### WHAT IS NEEDED:
Look through the entries below and report every line that has "lane".

[[ DATA open ]]

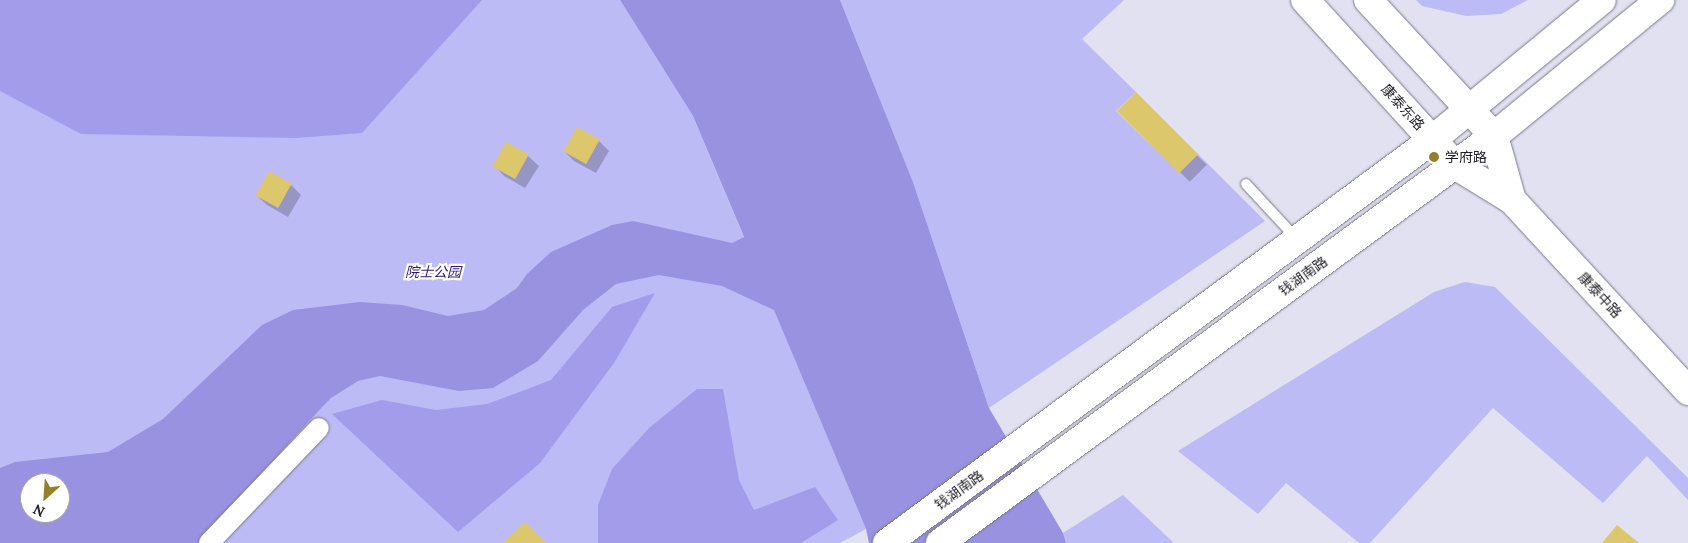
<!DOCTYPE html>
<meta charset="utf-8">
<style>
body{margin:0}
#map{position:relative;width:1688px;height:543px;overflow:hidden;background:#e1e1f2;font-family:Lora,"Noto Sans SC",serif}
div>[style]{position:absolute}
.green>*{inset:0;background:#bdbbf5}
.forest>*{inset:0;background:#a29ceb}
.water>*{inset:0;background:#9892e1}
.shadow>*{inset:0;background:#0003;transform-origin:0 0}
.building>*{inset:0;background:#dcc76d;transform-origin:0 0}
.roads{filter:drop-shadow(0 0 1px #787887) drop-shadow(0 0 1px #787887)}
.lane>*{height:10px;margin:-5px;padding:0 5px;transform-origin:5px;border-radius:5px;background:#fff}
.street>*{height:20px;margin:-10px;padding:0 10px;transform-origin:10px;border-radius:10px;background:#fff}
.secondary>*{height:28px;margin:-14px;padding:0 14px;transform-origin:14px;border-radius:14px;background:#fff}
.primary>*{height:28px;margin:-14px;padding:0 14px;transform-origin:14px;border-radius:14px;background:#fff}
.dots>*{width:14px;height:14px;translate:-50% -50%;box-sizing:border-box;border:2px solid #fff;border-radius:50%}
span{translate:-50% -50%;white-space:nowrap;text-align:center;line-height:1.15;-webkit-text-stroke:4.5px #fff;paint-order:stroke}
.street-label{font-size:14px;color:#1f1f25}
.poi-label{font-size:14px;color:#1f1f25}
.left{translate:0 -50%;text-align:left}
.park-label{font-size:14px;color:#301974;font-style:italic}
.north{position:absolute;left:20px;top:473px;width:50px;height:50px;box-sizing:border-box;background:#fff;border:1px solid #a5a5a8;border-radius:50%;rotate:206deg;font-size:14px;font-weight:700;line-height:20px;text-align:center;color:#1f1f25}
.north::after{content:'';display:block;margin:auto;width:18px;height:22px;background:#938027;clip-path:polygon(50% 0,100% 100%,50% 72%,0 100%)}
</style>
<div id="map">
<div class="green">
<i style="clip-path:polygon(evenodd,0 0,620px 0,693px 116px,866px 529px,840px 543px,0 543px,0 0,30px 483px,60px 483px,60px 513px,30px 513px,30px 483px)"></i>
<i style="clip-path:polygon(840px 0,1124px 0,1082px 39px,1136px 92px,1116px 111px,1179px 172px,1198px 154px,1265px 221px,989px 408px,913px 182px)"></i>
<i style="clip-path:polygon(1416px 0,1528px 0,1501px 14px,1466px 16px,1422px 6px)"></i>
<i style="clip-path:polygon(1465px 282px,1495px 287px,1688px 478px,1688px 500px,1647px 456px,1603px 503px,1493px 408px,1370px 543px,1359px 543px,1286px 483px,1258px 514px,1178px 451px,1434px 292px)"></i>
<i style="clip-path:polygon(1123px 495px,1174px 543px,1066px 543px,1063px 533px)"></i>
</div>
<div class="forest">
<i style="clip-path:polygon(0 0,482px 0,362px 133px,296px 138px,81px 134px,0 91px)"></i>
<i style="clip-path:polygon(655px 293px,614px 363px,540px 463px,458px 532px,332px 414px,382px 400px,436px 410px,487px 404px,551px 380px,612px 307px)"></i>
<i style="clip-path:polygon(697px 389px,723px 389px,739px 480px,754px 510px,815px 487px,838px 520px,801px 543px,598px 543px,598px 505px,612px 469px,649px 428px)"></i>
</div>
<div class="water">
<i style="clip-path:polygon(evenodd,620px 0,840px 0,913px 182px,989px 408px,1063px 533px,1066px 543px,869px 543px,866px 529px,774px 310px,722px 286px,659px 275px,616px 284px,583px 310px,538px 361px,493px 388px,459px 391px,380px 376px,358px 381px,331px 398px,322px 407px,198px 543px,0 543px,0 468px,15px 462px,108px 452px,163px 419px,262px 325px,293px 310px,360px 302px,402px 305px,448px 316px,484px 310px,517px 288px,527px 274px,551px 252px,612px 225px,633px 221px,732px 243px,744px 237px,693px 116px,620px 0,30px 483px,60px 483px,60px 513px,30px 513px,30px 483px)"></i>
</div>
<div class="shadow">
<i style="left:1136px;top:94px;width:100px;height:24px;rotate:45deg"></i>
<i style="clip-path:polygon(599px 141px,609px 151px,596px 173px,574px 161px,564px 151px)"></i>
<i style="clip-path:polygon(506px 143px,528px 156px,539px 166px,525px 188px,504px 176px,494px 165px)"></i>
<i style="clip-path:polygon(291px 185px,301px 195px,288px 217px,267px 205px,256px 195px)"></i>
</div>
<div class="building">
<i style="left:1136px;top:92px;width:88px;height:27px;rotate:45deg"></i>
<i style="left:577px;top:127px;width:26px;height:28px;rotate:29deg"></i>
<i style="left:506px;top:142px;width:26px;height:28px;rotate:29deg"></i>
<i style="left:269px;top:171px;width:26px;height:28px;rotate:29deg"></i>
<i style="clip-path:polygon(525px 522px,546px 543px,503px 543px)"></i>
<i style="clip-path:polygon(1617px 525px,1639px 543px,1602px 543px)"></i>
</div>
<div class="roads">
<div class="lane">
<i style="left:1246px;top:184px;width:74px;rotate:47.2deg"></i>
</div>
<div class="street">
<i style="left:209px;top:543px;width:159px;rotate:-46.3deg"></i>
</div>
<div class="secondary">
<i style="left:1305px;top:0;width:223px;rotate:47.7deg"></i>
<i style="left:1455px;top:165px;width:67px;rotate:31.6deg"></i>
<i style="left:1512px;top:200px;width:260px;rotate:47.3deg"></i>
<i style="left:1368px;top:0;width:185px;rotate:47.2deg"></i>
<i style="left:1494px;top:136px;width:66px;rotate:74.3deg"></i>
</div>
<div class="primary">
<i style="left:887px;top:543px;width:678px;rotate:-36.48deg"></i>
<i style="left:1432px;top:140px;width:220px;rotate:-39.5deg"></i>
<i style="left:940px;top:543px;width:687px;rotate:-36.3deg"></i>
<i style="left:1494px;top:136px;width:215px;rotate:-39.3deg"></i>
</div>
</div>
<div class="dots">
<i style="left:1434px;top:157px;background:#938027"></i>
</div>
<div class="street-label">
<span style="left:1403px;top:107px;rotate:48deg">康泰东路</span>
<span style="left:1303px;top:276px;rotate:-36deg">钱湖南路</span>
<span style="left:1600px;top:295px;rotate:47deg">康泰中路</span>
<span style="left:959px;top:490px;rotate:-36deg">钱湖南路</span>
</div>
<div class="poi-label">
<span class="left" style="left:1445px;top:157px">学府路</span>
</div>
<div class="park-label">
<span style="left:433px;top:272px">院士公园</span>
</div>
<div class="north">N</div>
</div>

[[ DATA closed ]]

### RESULT OF THIS TASK:
.lane>*{height:10px;margin:-5px;padding:0 5px;transform-origin:5px;border-radius:5px;background:#fff}
<div class="lane">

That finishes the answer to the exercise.